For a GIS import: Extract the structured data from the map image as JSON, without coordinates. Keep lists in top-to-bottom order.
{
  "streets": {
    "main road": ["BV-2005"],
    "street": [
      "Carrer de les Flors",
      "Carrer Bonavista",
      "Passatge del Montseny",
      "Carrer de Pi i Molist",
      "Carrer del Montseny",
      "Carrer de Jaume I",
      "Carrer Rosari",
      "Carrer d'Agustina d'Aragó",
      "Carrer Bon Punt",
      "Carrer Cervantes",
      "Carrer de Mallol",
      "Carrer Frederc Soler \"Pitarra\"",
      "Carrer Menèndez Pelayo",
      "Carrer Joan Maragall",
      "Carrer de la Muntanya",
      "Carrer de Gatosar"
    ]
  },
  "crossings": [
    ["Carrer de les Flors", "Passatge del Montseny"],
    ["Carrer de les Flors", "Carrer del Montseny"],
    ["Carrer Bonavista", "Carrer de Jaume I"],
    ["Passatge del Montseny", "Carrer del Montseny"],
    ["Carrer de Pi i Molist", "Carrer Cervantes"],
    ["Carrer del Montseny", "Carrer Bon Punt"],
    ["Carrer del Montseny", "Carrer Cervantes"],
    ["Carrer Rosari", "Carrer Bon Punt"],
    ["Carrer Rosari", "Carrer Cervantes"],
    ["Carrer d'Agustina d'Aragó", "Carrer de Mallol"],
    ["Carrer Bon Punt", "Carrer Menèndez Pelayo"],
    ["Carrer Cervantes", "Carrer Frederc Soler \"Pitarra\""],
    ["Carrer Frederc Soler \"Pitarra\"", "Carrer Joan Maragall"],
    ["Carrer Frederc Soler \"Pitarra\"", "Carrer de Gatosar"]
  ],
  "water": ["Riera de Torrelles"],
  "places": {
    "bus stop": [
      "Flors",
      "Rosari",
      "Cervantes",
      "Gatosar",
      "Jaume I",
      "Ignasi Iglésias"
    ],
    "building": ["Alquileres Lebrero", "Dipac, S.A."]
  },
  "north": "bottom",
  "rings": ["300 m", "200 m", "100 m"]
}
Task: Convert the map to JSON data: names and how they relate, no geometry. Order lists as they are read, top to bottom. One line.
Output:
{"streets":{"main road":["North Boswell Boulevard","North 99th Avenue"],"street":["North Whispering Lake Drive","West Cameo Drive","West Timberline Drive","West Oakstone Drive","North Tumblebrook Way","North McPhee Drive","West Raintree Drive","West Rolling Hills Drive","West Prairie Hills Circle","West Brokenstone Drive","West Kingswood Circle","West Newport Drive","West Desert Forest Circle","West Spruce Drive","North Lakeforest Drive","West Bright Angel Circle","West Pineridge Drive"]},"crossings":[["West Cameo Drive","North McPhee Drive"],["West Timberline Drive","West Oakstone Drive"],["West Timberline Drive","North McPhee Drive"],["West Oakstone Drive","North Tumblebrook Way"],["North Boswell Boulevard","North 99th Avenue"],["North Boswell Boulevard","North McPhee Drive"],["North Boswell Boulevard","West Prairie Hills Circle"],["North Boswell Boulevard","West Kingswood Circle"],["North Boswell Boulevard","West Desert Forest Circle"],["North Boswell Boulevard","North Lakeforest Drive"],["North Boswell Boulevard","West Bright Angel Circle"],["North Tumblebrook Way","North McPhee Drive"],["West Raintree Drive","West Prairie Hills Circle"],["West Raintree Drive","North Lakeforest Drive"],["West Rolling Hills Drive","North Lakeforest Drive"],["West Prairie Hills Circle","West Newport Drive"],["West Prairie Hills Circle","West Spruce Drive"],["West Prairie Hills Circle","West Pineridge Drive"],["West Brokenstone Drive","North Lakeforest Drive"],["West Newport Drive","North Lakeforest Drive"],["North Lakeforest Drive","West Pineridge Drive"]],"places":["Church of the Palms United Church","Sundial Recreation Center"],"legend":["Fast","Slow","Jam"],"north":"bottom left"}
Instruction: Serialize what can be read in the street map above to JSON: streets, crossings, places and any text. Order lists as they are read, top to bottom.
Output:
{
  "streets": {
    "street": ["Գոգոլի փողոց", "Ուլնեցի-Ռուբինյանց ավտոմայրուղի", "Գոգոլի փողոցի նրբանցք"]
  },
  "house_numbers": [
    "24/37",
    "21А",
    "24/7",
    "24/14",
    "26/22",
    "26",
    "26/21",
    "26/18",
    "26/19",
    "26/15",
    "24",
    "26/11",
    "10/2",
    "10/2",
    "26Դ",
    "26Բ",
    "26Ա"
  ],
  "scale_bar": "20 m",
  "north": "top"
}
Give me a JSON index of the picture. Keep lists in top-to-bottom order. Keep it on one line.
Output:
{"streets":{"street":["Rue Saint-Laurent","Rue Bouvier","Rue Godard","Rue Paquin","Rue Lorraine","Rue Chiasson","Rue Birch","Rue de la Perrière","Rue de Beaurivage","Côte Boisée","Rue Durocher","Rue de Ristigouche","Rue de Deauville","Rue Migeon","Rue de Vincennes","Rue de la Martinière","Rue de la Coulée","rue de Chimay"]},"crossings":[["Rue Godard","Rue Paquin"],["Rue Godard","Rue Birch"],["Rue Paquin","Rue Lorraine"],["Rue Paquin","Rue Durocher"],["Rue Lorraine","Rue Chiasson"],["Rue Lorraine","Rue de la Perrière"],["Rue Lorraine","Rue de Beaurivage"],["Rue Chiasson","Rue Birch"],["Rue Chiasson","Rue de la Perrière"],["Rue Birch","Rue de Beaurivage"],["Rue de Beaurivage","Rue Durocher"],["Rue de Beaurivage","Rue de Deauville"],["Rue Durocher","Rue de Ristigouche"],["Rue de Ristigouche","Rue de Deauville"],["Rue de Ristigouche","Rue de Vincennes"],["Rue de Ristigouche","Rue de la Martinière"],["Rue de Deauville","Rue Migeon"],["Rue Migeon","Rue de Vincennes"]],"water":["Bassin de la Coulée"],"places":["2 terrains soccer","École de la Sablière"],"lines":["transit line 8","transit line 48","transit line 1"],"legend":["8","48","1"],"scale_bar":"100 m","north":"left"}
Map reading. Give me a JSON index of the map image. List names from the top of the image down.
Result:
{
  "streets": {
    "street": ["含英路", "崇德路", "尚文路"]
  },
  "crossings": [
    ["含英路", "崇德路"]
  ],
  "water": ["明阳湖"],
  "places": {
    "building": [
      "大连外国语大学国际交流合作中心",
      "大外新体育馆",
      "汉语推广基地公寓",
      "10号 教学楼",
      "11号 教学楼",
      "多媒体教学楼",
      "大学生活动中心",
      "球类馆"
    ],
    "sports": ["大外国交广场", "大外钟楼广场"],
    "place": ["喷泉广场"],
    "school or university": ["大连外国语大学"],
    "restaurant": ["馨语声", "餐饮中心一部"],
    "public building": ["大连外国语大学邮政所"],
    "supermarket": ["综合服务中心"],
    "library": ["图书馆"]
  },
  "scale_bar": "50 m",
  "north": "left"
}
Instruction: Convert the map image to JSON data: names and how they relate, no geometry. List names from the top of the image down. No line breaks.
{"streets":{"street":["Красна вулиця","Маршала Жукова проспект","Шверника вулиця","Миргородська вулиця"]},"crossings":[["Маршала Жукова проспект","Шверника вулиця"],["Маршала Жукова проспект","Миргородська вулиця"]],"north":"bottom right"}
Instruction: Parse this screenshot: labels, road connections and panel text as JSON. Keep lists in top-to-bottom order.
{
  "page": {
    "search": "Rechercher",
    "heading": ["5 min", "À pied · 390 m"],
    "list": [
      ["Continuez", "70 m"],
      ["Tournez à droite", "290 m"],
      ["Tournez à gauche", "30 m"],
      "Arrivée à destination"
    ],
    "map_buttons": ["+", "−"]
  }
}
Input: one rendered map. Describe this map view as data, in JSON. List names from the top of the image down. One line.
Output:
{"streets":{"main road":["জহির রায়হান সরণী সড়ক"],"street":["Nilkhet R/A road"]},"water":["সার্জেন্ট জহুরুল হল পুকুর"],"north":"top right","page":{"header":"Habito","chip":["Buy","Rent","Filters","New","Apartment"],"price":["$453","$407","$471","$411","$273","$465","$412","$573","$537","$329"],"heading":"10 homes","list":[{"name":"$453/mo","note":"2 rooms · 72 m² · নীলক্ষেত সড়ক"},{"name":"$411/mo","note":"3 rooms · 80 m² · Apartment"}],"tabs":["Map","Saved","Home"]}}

** Brief **
Given the data above, which lines hold the string "Jaume"? Return them.

** Result of this task **
      "Carrer de Jaume I",
    ["Carrer Bonavista", "Carrer de Jaume I"],
      "Jaume I",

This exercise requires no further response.